Mailing List Archive: the guts of a query

As part of getting started in writing a custom scorer using rich
positions, I'm trying to understand the how queries are currently
processed internally. Here's the overview I've come up with:

[.Archival note: The process below probably does not reflect how the
innards actually work. Consult the code or the real docs for
something authoritative.]

1. Query is parsed with KinoSearch::QueryParser.
Produces Query objects, possibly including:
KinoSearch::Search::BooleanQuery (logic joining subqueries)
KinoSearch::Search::PhraseQuery (list of terms which in order)
KinoSearch::Search::TermQuery (a query wrapped around a single term)

TermQuery and PhraseQuery consist of term objects as defined in:
KinoSearch::Index::Term
Terms are defined at the C level, and specify only a text string
and a field.

Phrase queries (as created by QueryParser) are always more than one term.

It's possible to weight the importance of terms in a Boolean OR
query, but not via QueryParser. This is done by calling
set_boost() on the Query object (generally TermQuery or PhraseQuery)
after it is created. This is only easy if you are constructing your
Query object by some means other than calling QueryParser.

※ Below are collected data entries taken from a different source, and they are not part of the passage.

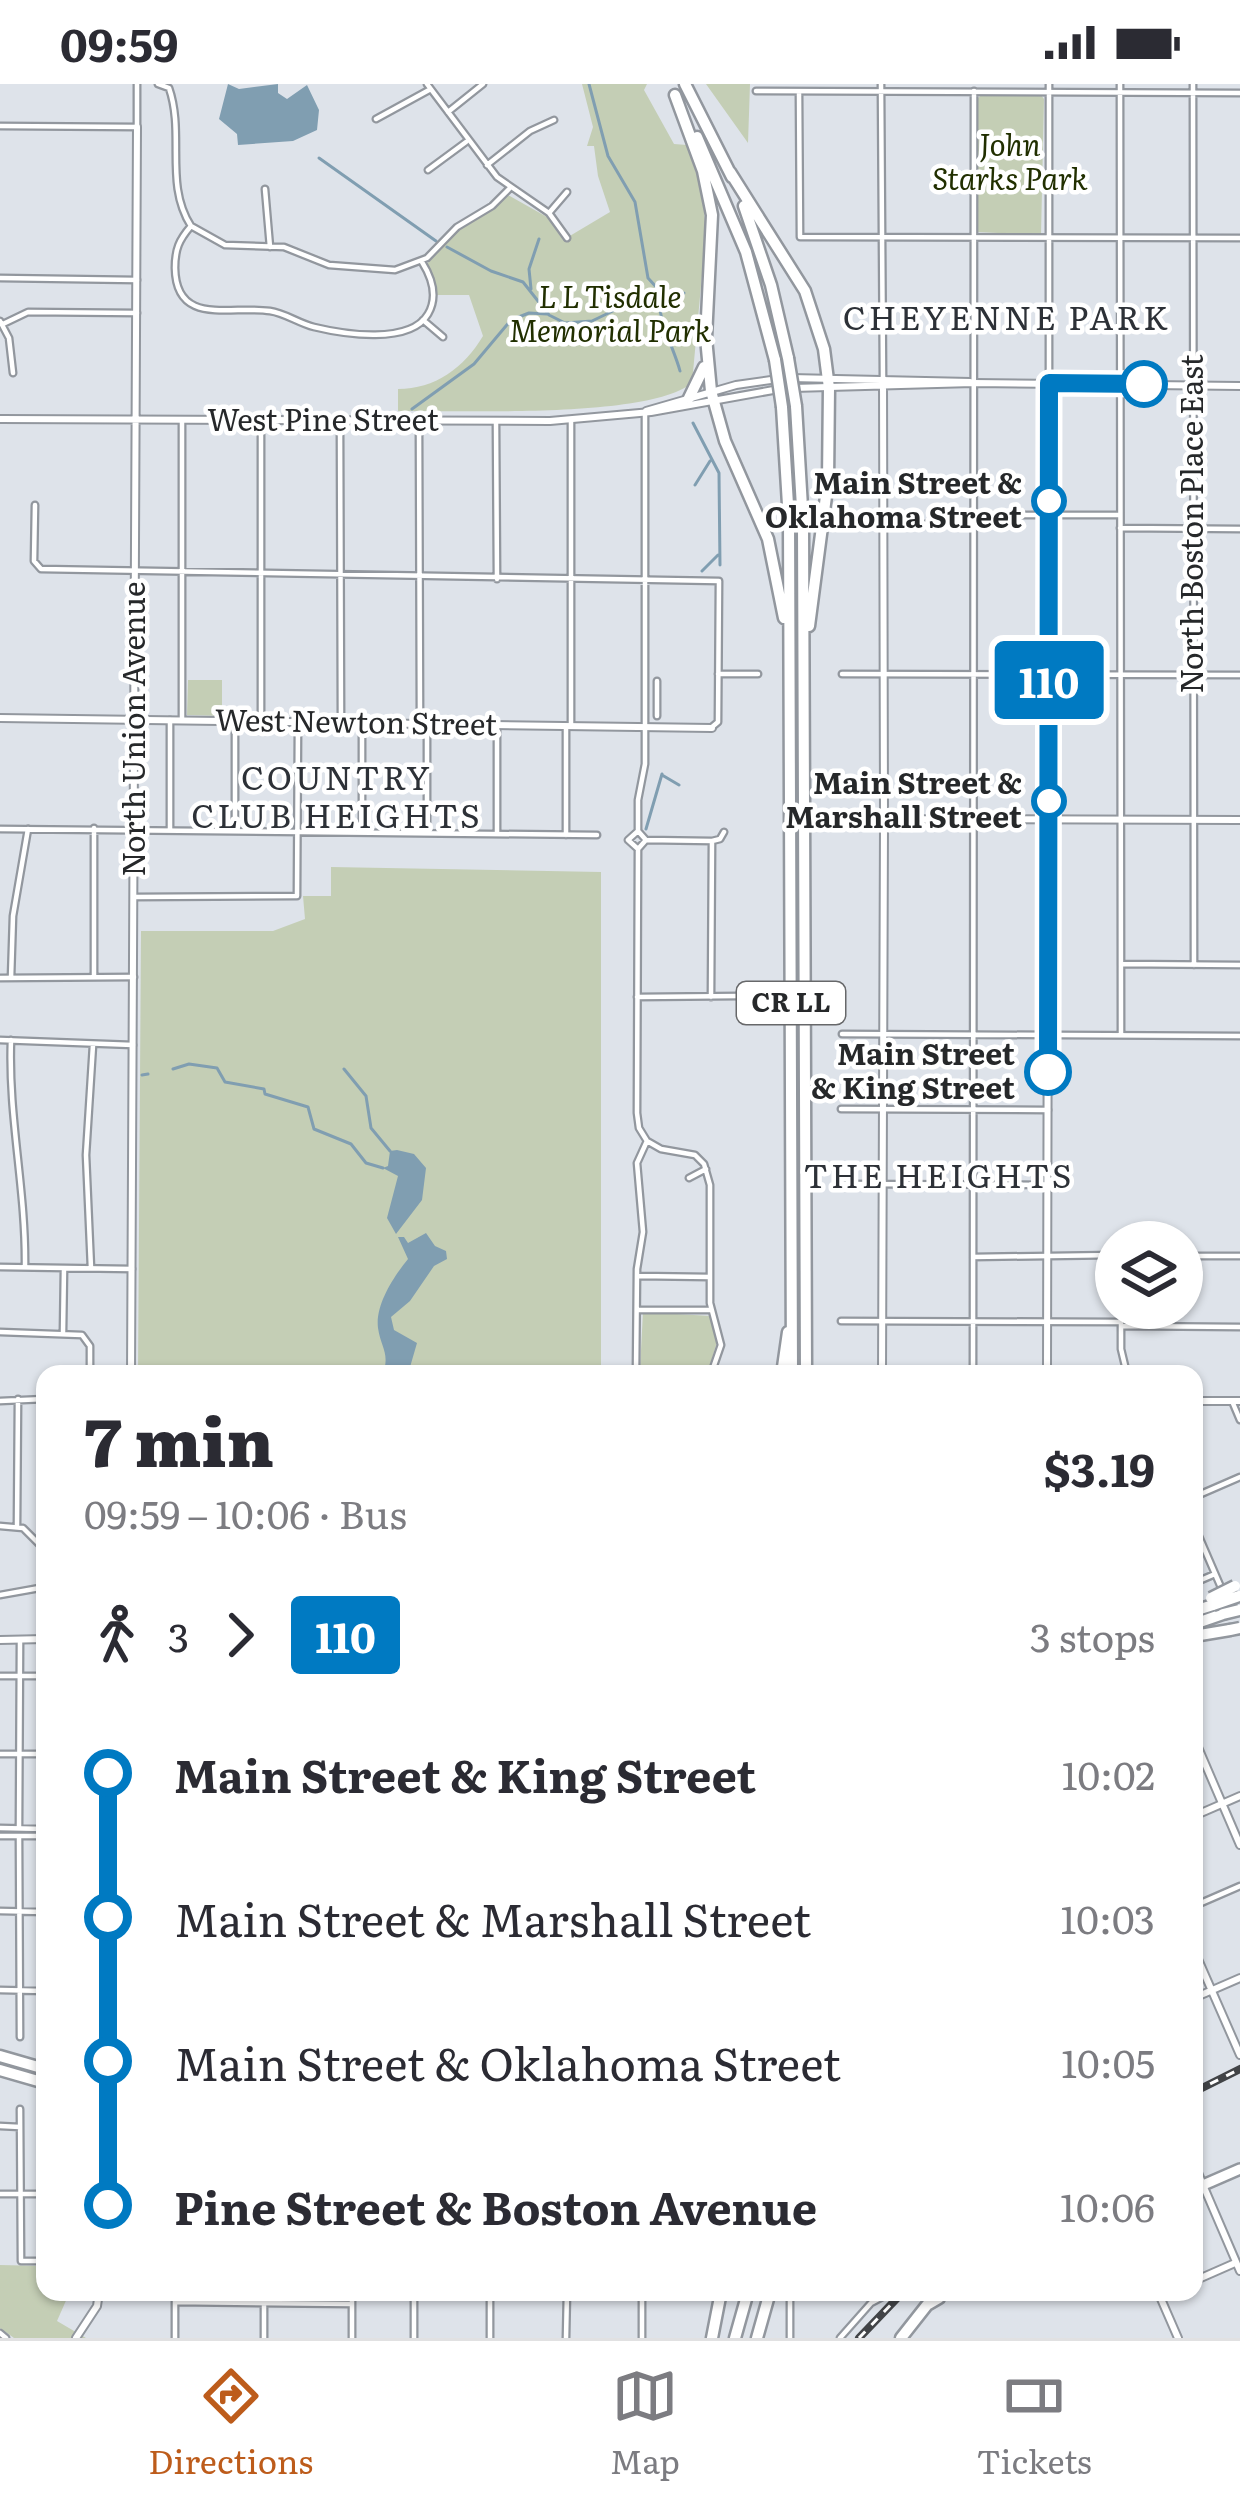 <!DOCTYPE html>
<meta charset="utf-8">
<style>
body{margin:0;font-family:Literata,serif;background:#f2f2f3;color:#2b2b33;height:100vh;display:flex;flex-direction:column;font-size:45px;white-space:nowrap}
*{box-sizing:border-box;margin:0}
p{font-size:39px;color:#7c7c81}
.icon{flex:none;width:66px;height:66px;fill:none;stroke:currentColor;stroke-width:2;stroke-linecap:round;stroke-linejoin:round}
.map{position:relative;flex:1;overflow:hidden}
.sheet{position:absolute;left:36px;top:1281px;width:1167px;height:936px;display:flex;flex-direction:column;background:#fff;border-radius:24px;box-shadow:0 3px 9px #0004}
.sheet>*{flex:none}
.badge{padding:0 24px;border-radius:9px;font-size:42px;line-height:78px}
.fabs{position:absolute;left:1095px;top:1137px;display:grid;gap:24px}
.fabs a{display:grid;place-items:center;width:108px;height:108px;border-radius:50%;background:#fff;box-shadow:0 3px 9px #0004;font-size:60px}
.map>.badge{position:absolute;translate:-50% -50%;box-shadow:0 0 0 6px #fff}
.legs{display:flex;align-items:center;gap:18px;height:132px;padding:0 48px;font-size:39px}
.legs p{margin-inline-start:auto}
.headline{display:flex;align-items:center;justify-content:space-between;height:204px;padding:0 48px}
h1{font-size:66px;font-weight:800;line-height:90px}
ul{padding:0 48px;list-style:none}
li{display:flex;align-items:center;gap:42px;height:144px;font-size:45px}
li i{display:grid;place-items:center;width:18px;height:100%;margin:0 15px;background:currentColor}
li i::after{content:'';width:30px;height:30px;margin:-15px;border:9px solid;border-radius:50%;background:#fff}
li p{margin-inline-start:auto}
li:first-child i{background:linear-gradient(#0000 50%,currentColor 0)}
li:last-child i{background:linear-gradient(currentColor 50%,#0000 0)}
.status{display:flex;justify-content:space-between;align-items:center;height:84px;padding:0 60px;background:#fff;direction:ltr}
.status svg{height:33px;fill:currentColor}
.menu{display:flex;justify-content:space-around;align-items:center;height:168px;border-top:3px solid #e1e1e2;background:#fff;font-size:33px;color:#7c7c81}
.menu a{display:grid;justify-items:center;gap:6px}
.menu .active{color:#bd5c1b}
.map>svg:first-child{display:block}
.green{fill:#c4ceb5}
.water{fill:#809eb1}
.lines{fill:none;stroke-linecap:round;stroke-linejoin:round}
.stream{stroke:#809eb1;stroke-width:3}
.minor-casing{stroke:#92979e;stroke-width:9}
.tertiary-casing{stroke:#92979e;stroke-width:10}
.secondary-casing{stroke:#92979e;stroke-width:10}
.primary-casing{stroke:#92979e;stroke-width:14}
.motorway-casing{stroke:#92979e;stroke-width:15}
.minor{stroke:#fff;stroke-width:4.5}
.tertiary{stroke:#fff;stroke-width:6}
.secondary{stroke:#fff;stroke-width:6}
.primary{stroke:#fff;stroke-width:9}
.motorway{stroke:#fff;stroke-width:10}
.rail-casing{stroke:#424447;stroke-width:8}
.rail{stroke:#fff;stroke-width:3;stroke-dasharray:9;stroke-linecap:butt}
.motorway-bridge-casing{stroke:#92979e;stroke-width:15;stroke-linecap:butt}
.motorway-bridge{stroke:#fff;stroke-width:10}
.line-1-casing{stroke:#fff;stroke-width:27}
.line-1{stroke:#007ac2;stroke-width:18}
.stop-1-dot{fill:#fff;stroke:#007ac2;stroke-width:6}
.labels{text-anchor:middle;stroke-width:9;stroke-linejoin:round;paint-order:stroke}
.shield{fill:#fff;stroke:#67686a;stroke-width:3}
.shield-label{font-size:27px;font-weight:bold;fill:#26282a}
.park-label{font-size:30px;font-style:italic;fill:#212f00;stroke:#fff}
.street-label{font-size:30px;fill:#26282a;stroke:#fff}
.stop-label{font-size:30px;font-weight:bold;fill:#26282a;stroke:#fff;text-anchor:end}
.neighbourhood-label{font-size:33px;letter-spacing:3px;fill:#2d3137;stroke:#fff}
</style>
<div class="status"><b>09:59</b><svg viewBox="0 0 49 12"><path d="M0 12V9h3v3zM5 12V6h3v6zM10 12V3h3v9zM15 12V0h3v12zM26 1h20v11H26zM47 4h2v5h-2z"/></svg></div>
<div class="map">
<svg width="1240" height="2254" viewBox="0 0 1240 2254">
<rect width="100%" height="100%" fill="#dee3ea"/>
<path class="green" d="M582 0H647L644 6 674 60 687 61 702 107 706 148 692 299C648 335 460 326 398 327V305C435 305 464 284 483 252L469 211H436L427 180 457 147 508 111 547 133 563 156 610 128 598 92 594 62H587L593 43Z
M706 0H750L748 59Z
M982 10 1041 11 1044 15 1041 151 978 148 977 15Z
M188 596H222V632L187 631Z
M331 783 601 788V1290H138L141 847H273L305 835 303 812H331Z
M643 1228 711 1232 718 1255 708 1287 643 1288 640 1285Z
M0 2181 45 2182V2208H93V2212H68L57 2237 86 2254H14L0 2244Z"/>
<path class="water" d="M228 0 239 5 278 0V9L287 15 307 1 319 26 317 46 293 57 238 61 237 50 219 35Z
M397 1066 414 1070 426 1084 422 1116 396 1150 387 1134 398 1092 383 1084 388 1082 390 1067Z
M426 1149 435 1162 446 1167 447 1175 434 1182 410 1217 391 1233 394 1246 417 1259 408 1290H383C390 1269 381 1264 378 1244 375 1220 395 1191 408 1175L398 1153H404L408 1159Z"/>
<g class="lines">
<path class="stream" d="M589 0 608 72 635 118 648 194 658 205
M319 74 436 157
M447 163 491 187 523 198 549 231 565 239 592 237 650 209H684
M531 205 529 185 539 155
M670 209 660 216C657 234 675 267 680 287
M412 325 474 280 511 236 529 229 547 230
M693 339 719 389 720 481
M695 401 710 377
M702 487 718 471
M662 691 679 701
M646 745 662 690
M173 985 189 980 217 984 225 998 264 1005 265 1010 308 1023 314 1045 351 1060 366 1079 383 1084
M344 985 366 1012 371 1044 390 1067
M142 991 148 990"/>
<defs>
<path id="minor" d="M158 0 169 4C185 50 164 100 191 142 179 156 175 165 175 184 176 243 231 221 270 227 285 229 298 239 314 243 343 250 410 261 428 230 438 213 432 194 422 178
M427 0 497 93 549 129 567 154
M881 0 883 295
M1049 0V299
M1120 0 1121 951
M1193 0 1194 881
M756 7 1240 9
M799 8 800 153 1240 154
M448 28 483 0
M376 35 429 6
M0 42 137 43V0
M487 81 530 47 554 36
M428 86 466 58
M265 105 270 163
M549 129 567 108
M191 142 225 161 284 163 329 181 395 186 427 174 457 143 492 122 509 105
M0 194 137 196
M423 236 443 253
M0 237 9 254 13 289
M3 240 28 228 137 229
M645 331V680L638 716V747L646 756 638 765 637 1029 639 1044 647 1057
M261 338V637
M340 338 341 638
M496 338 497 495
M419 339 420 639
M35 421 34 477 41 485 719 497 718 638 712 643
M975 431H1120
M845 440H974
M1120 444 1240 445
M718 590H758
M842 590 1240 591
M657 632V597
M182 636V337
M571 642V336
M566 643V751
M842 735H879
M0 745 597 751
M170 745V636
M235 745V637
M362 747V639
M638 747 628 756 638 765
M427 749V640
M497 750V642
M646 756 712 757 720 755 724 748
M134 813 297 812 298 639
M1121 880 1240 881
M94 892V744
M0 894 134 893
M11 894 13 832 28 745
M637 913 740 912
M711 913 712 757
M842 950 1240 952
M0 956 133 961
M11 956C8 1033 26 1105 25 1183
M841 1025 1048 1026
M647 1057 661 1065 695 1071 704 1080 710 1101V1219L721 1261 711 1290
M689 1094 706 1085
M842 1100 1049 1101
M1182 1172H1240
M973 1173 1116 1171
M0 1183 132 1185
M91 1184 86 1071 93 961
M638 1192 710 1193
M1121 1224V1265L1127 1290
M639 1226H711
M841 1237 1121 1238
M1121 1242 1240 1243
M0 1248 82 1251 90 1262V1290
M63 1249 64 1184
M636 1290 637 1185 643 1148 637 1079 647 1057
M973 1290 974 7
M0 1317 45 1315
M1232 1317 1240 1336
M1194 1413 1240 1393
M1194 1441 1223 1508
M0 1442 23 1444 45 1466
M17 1442 18 1315
M1194 1499 1215 1490
M0 1511 45 1503
M0 1592H45
M0 1670H45
M0 1744 45 1745
M19 1744 20 1558
M0 1752H45
M19 1752 20 1953
M1194 1822 1240 1802
M0 1827 45 1828
M0 1906 45 1907
M20 2025 21 2177H45
M0 2042 20 2043
M0 2110H45
M175 2208V2254
M264 2208V2254
M414 2208V2254
M642 2208V2254
M790 2208V2254
M175 2218 352 2220
M0 2249 6 2254
M352 2254V2208
M490 2254V2208
M566 2254 567 2208
M840 2254 871 2219 886 2211"/>
<path id="tertiary" d="M791 294 970 298
M883 295 884 730
M793 304 973 299 1240 302
M646 327 736 301 778 295
M0 335 550 337 651 328 779 305
M0 634 712 644
M882 730 889 734 886 739 879 737Z
M889 735 1240 736
M131 1290 137 43
M882 1290 884 740
M1047 1290 1049 299
M1194 1317H1240
M1194 1654 1240 1761
M1194 1732 1240 1712
M1194 1866 1240 1971
M1194 1914 1240 1894
M1194 2079 1203 2101
M76 2254 97 2222 99 2208"/>
<path id="secondary" d="M0 1556 45 1555
M1203 2101 1240 2187
M1194 2197 1235 2179
M1158 2208 1178 2254"/>
<path id="primary" d="M1194 2105 1240 2085"/>
<path id="motorway" d="M685 0 732 93
M675 11 703 87 712 131 706 254 711 307 725 357 768 455 784 534
M697 53 746 168 775 276
M730 88 805 207 824 265 829 304 828 397 809 542
M744 122 771 201 788 274
M689 314 704 283
M796 322 803 440 806 1290
M782 323 789 437 792 1290
M782 1290 788 1248
M1194 1527 1213 1521
M1194 1540 1223 1530
M1194 1552 1230 1546
M0 1972 45 1985
M0 1986 45 1999
M712 2254 721 2208
M735 2254 748 2208
M757 2254 770 2208
M901 2254 927 2221 939 2214"/>
</defs>
<use href="#minor" class="minor-casing"/>
<use href="#tertiary" class="tertiary-casing"/>
<use href="#secondary" class="secondary-casing"/>
<use href="#primary" class="primary-casing"/>
<use href="#motorway" class="motorway-casing"/>
<use href="#minor" class="minor"/>
<use href="#tertiary" class="tertiary"/>
<use href="#secondary" class="secondary"/>
<use href="#primary" class="primary"/>
<use href="#motorway" class="motorway"/>
<defs>
<path id="rail" d="M1194 2008 1240 1985
M859 2254 903 2208"/>
</defs>
<use href="#rail" class="rail-casing"/>
<use href="#rail" class="rail"/>
<defs>
<path id="motorway-bridge" d="M788 274 796 322
M775 276 782 323
M1211 1514 1235 1502
M1213 1521 1239 1512
M1223 1530 1239 1526
M1230 1546 1240 1544"/>
</defs>
<use href="#motorway-bridge" class="motorway-bridge-casing"/>
<use href="#motorway-bridge" class="motorway-bridge"/>
</g>
<g class="lines">
<defs>
<path id="line-1" d="M1048 988 1049 299 1144 300"/>
</defs>
<use href="#line-1" class="line-1-casing"/>
<use href="#line-1" class="line-1"/>
</g>
<g class="stop-1-dot">
<circle cx="1144" cy="300" r="21"/>
<circle cx="1049" cy="417" r="15"/>
<circle cx="1049" cy="717" r="15"/>
<circle cx="1048" cy="988" r="21"/>
</g>
<g class="labels">
<rect class="shield" x="737" y="898" width="108" height="42" rx="9"/>
<g class="shield-label">
<text x="791" y="928">CR LL</text>
</g>
<g class="park-label">
<text x="1010" y="72">John<tspan x="1010" dy="34">Starks Park</tspan></text>
<text x="610" y="224">L L Tisdale<tspan x="610" dy="34">Memorial Park</tspan></text>
</g>
<g class="street-label">
<text x="323" y="347">West Pine Street</text>
<text transform="translate(1193 440) rotate(-90)" y="10">North Boston Place East</text>
<text transform="translate(356 639) rotate(1)" y="10">West Newton Street</text>
<text transform="translate(135 645) rotate(-90)" y="10">North Union Avenue</text>
</g>
<g class="stop-label">
<text x="1022" y="410">Main Street &amp;<tspan x="1022" dy="34">Oklahoma Street</tspan></text>
<text x="1022" y="710">Main Street &amp;<tspan x="1022" dy="34">Marshall Street</tspan></text>
<text x="1015" y="981">Main Street<tspan x="1015" dy="34">&amp; King Street</tspan></text>
</g>
<g class="neighbourhood-label">
<text x="1007" y="246">CHEYENNE PARK</text>
<text x="337" y="706">COUNTRY<tspan x="337" dy="38">CLUB HEIGHTS</tspan></text>
<text x="939" y="1104">THE HEIGHTS</text>
</g>
</g>
</svg>
<div class="fabs">
<a><svg class="icon" aria-label="layers" viewBox="0 0 24 24"><path d="M12 4l9 5-9 5-9-5zM3 14l9 5 9-5"/></svg></a>
</div>
<b class="badge" style="left:1049px;top:596px;background:#007ac2;color:#fff">110</b>
<section class="sheet">
<div class="headline"><div><h1>7 min</h1><p>09:59 – 10:06 · Bus</p></div><b>$3.19</b></div>
<div class="legs"><svg class="icon" aria-label="walk" viewBox="0 0 24 24"><circle cx="13" cy="4" r="2"/><path d="M13 8l-2 6 4 7M11 14l-3 7M7 12l3-4h3l4 4"/></svg>3<svg class="icon" aria-label="forward" viewBox="0 0 24 24"><path d="M9 5l7 7-7 7"/></svg><b class="badge" style="background:#007ac2;color:#fff">110</b><p>3 stops</p></div>
<ul>
<li><i style="color:#007ac2"></i><b>Main Street &amp; King Street</b><p>10:02</p></li>
<li><i style="color:#007ac2"></i><span>Main Street &amp; Marshall Street</span><p>10:03</p></li>
<li><i style="color:#007ac2"></i><span>Main Street &amp; Oklahoma Street</span><p>10:05</p></li>
<li><i style="color:#007ac2"></i><b>Pine Street &amp; Boston Avenue</b><p>10:06</p></li>
</ul>
</section>
</div>
<nav class="menu">
<a class="active"><svg class="icon" aria-label="directions" viewBox="0 0 24 24"><path d="M12 3l9 9-9 9-9-9zM9 14v-3h6M13 9l2 2-2 2"/></svg>Directions</a>
<a><svg class="icon" aria-label="map" viewBox="0 0 24 24"><path d="M3 6l6-2 6 2 6-2v14l-6 2-6-2-6 2zM9 4v14M15 6v14"/></svg>Map</a>
<a><svg class="icon" aria-label="tickets" viewBox="0 0 24 24"><path d="M3 7h18v10H3zM15 7v10"/></svg>Tickets</a>
</nav>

2. This query is passed to Kinosearch::Searcher->search()
search() is defined in the Kinosearch::Searchable base class.

Search creates a new Kinosearch::Search::Hits object, initializing it
with the Query and the Searcher, along with an optional Filter and SortSpec.
If a string is passed as a query, it is promoted to a Query
object via QueryParser

$hits->seek() is called on the new Query specific Hits object.

seek() checks if it has the requested number ($num_wanted +
$offset) of docs cached,
and returns doing nothing if it does.

seek() then calls $searcher->top_docs() requesting the top
($num_wanted + $offset) docs.
The $offset docs are not skipped, but searched and scored again.
The new top_docs results replaces the existing shorter cache (if any).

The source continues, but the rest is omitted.